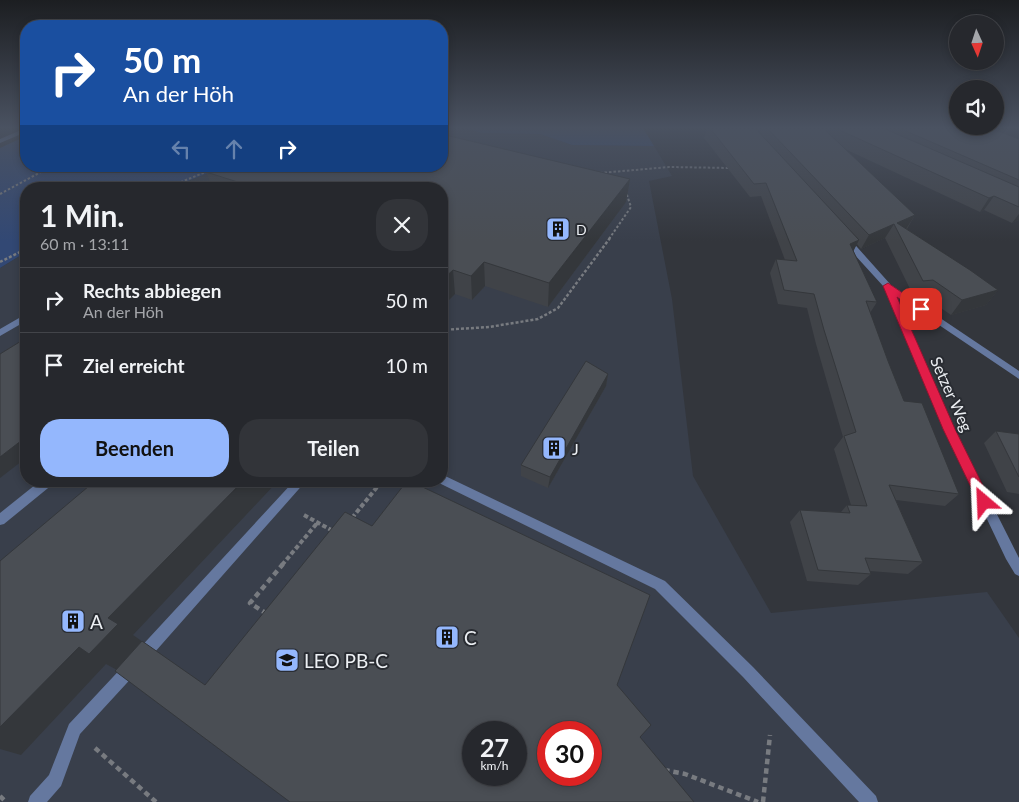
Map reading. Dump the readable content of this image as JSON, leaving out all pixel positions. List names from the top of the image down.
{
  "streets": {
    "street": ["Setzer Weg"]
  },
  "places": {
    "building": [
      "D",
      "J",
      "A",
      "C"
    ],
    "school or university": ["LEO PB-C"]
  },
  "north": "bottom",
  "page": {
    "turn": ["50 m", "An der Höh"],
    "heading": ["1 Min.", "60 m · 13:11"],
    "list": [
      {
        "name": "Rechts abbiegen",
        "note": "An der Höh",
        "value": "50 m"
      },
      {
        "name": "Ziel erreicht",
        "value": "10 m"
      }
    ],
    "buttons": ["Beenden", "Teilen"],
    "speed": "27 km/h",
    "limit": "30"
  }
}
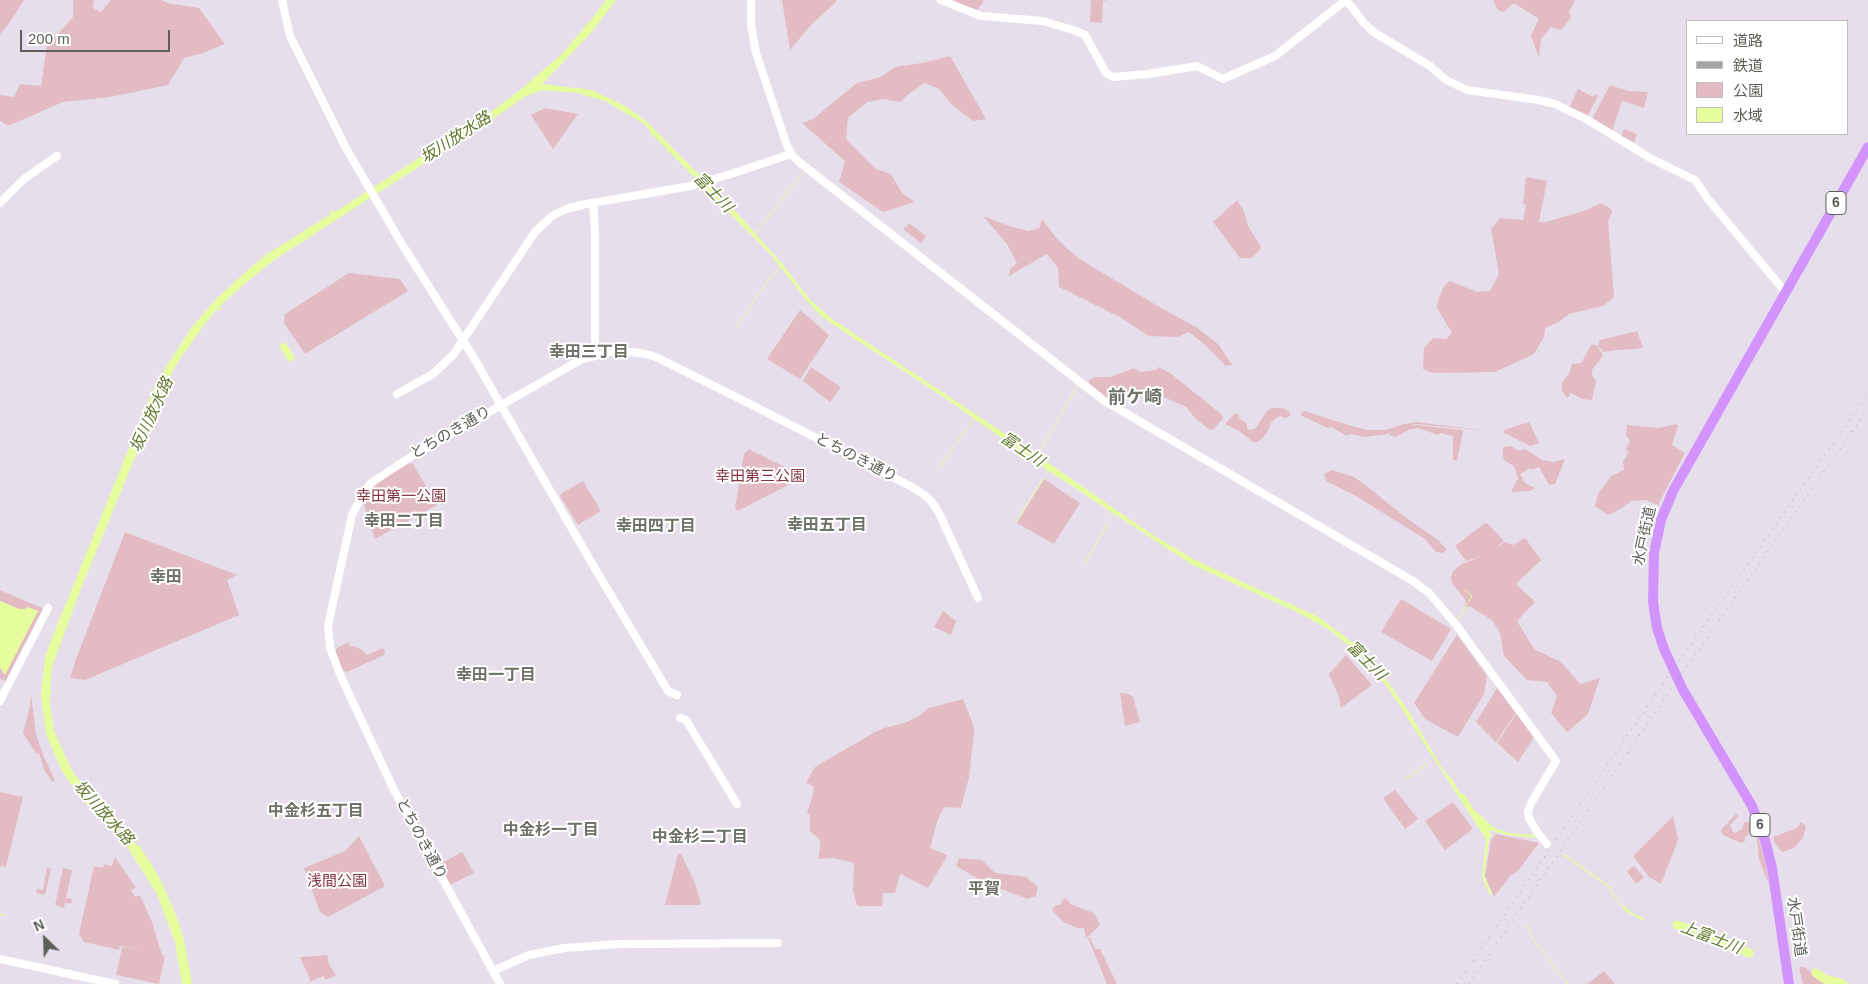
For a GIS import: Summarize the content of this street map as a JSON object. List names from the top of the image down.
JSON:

================================

Repeat the full listing above exactly, with no pictures in the copy.

§ **EXPECTED OUTPUT**:
Map reading. Dump the readable content of this image as JSON, leaving out all pixel positions. List names from the top of the image down.
{
  "streets": {
    "street": ["Setzer Weg"]
  },
  "places": {
    "building": [
      "D",
      "J",
      "A",
      "C"
    ],
    "school or university": ["LEO PB-C"]
  },
  "north": "bottom",
  "page": {
    "turn": ["50 m", "An der Höh"],
    "heading": ["1 Min.", "60 m · 13:11"],
    "list": [
      {
        "name": "Rechts abbiegen",
        "note": "An der Höh",
        "value": "50 m"
      },
      {
        "name": "Ziel erreicht",
        "value": "10 m"
      }
    ],
    "buttons": ["Beenden", "Teilen"],
    "speed": "27 km/h",
    "limit": "30"
  }
}
For a GIS import: Summarize the content of this street map as a JSON object. List names from the top of the image down.
JSON:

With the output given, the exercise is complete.